As a follow up with my tending minimally to the needs of the birch tree, I called one of the members of the curling club and asked if they would mind if I took care of the tree.

“It’s not our tree,” he said. “It’s on city property and belongs to them.”

I called the city and asked about the tree and was told it was not their property and it belonged to the curling club. I felt a sense of splendor and excitement at both responses. In my heart I felt that I had been offered the opportunity to adopt the abandoned Paper birch. With the help of a knowledgeable tree master, it was identified as a Betula papyrifera. With great enthusiasm I named her Bonnie the Birch. Bonnie became the mascot for the Adopt-a-Block program.

On one special occasion, Frank, my husband, and I picked rocks to place at her base. We cleared all the tall grass that was growing in her midst and pulled out the intrusive yellow broom plant, a notorious weed that will take over. A local garden centre provided us with two large packages of donated sterilized soil to spread over her exposed roots. Soon, a few of the Adopt-a-Block volunteers joined us and helped finish making her living space stylish.

Back at the offensive scene, I thought about how much I would miss Bonnie the Birch. Even in the winter months she generated lots of character. During the Christmas season, I had placed reflective tape on her barren branches so that drivers would notice and enjoy her being there. She was indeed unique because although the Paper birch is found throughout British Columbia there are only a few scattered on the outer coast and even fewer on Vancouver Island. With Bonnie the Birch’s leaves gone in the winter her unique bark is exposed and reflected beautifully by the snow covered ground. It’s thin, white to reddish brown character, with dark horizontal slits were easy to see in the cold months.
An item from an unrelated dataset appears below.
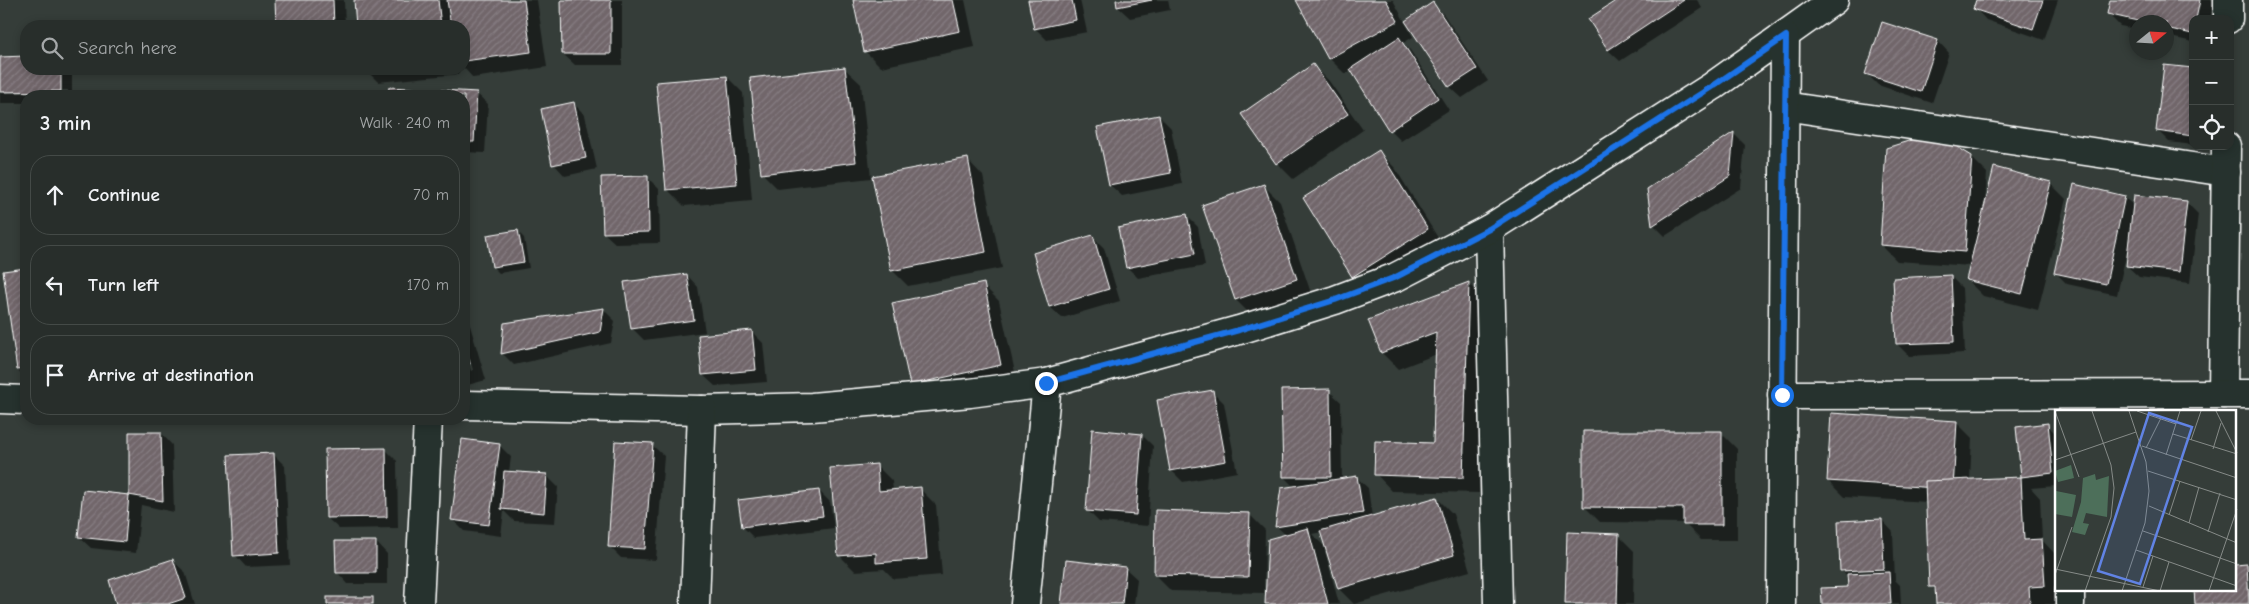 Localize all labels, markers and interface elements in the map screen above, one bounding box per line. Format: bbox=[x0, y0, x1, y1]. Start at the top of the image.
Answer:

As I stood near what remained of her trunk, I remembered admiring her egg-shaped green leaves with their distinct doubly toothed sides, each a dull green on top, paler with a soft down underneath. I remembered the sensation of touching the new leaves in spring and admiring the tree’s sheer determination to come to full bloom. In my research of a Paper birch, I discovered that every tree has flowers and bears fruit. The Paper birch flowers are either male or female and are in narrow catkin. Female catkins are two to four centimetres long, standing erect at the tip of the branch. Male catkins are longer and hang below the branch. The flowers appear before or at the same time as the leaves.

Another curiosity that came to light in my research was that the Paper birch was fruit bearing. Her nutlets had wings broader than the seed and Bonnie the Birch produced thousands of seeds, like her descendant before her and that is how she came to be.

With the aid of other elements the birch planted roots, then fed on the generous break down of the rotting logs by her side and the kindness of rainfall. Filled with natural energy, her roots took hold and the magnificence of her existence was revealed. A slender sapling grew robust with bark, fruit, flowers and leaves. Taller and taller she extended her wanting to the source, the sun.

Her intention was to become a small to medium-sized tree, hopefully producing many stems, extending her existence up to 30 metres tall. And then, one day, someone cut her down to a stunted five foot, two inches.

Our original Adopt-a-Block mascot is now gone, however, Bonnie left behind two saplings, Berta; which means ‘Famous’, and Bert, meaning ‘Bright’. Both extend from her trunk and are attempting to find their place in the sun.

A local arborist has generously offered to take care of the two new extensions and based on her extensive experience and enthusiasm, the offspring have a good chance of survival.